If a prototype model of stomach could be built by regeneration in a test tube, we would be able to expect the big progress in the researches of organ development and disease. The research team Pi-Chao Wang and Kuchitaka Ono from the University of Tsukuba and the National Institute of Advanced Industrial Science and Technology developed the method to build three-dimensional stomach tissues with a part of actual stomach function, using mouse ES cells (embryonic stem cells) only by a cell culture in a test tube.


This research focused carefully on a very early stage as stomach primordium, origin cells to become stomach, in viviparous period. Looking at genomes of Barx1 and Sox2 as the indicators of expressions in stomach primordium, the research team identified the ideal conditions for cell culture so that ES cells can be induced to differentiate effectively for primordium structure as stomach. Moreover, a long-term and three-dimensional cell cultures of the stomach promordium structure successfully made three-dimensional stomach tissues that resembles gastric gland, an actual part of stomach.

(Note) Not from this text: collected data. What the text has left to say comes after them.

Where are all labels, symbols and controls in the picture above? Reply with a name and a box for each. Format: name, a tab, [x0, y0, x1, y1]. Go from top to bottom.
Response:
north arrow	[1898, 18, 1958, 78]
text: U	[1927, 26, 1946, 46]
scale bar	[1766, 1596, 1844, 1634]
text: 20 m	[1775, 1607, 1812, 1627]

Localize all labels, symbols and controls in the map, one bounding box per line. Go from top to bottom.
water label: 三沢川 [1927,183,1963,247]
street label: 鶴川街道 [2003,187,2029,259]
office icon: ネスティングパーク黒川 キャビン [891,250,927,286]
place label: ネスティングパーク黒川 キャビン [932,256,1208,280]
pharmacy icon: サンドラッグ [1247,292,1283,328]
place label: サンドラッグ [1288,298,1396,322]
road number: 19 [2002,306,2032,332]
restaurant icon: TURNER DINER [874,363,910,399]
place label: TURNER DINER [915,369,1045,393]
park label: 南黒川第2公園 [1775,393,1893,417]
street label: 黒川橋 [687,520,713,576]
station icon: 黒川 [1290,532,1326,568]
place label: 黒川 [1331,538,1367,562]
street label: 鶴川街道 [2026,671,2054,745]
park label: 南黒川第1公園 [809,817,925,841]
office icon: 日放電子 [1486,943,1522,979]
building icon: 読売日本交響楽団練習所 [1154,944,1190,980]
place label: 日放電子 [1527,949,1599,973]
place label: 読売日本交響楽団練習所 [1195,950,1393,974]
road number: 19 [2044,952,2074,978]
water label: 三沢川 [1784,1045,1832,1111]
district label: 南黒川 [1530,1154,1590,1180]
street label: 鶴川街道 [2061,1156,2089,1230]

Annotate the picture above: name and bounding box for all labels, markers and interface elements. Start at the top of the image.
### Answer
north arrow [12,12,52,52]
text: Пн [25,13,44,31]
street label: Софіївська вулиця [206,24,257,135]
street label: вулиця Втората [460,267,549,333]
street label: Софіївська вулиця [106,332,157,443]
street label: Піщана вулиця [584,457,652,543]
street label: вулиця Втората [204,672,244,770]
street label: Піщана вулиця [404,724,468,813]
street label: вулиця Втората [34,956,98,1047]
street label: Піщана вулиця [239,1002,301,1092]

The gastric gland made in the cultured stomach tissue has gastric chief cells with digestive enzymes, which means that the cultured gastric gland is similar to the gastric chief cell in the stomach of a newborn infant when contrasting structurally. Another notable finding this time regarding this stomach tissue was that it secretes a digestive enzyme Pepsinogen in the cell culture. The enzyme can secrete acid in response to the stimulus of histamine, which causes decline of pH in cell culture. Based on these findings, the researchers suggest that stomach tissues made from ES cells own both digestive enzymes and secretion of gastric acid as partial functions of stomach. As the next step in future, the team aims to developing the method to build human stomach tissue made by human iPS (induced pluripotent stem cell).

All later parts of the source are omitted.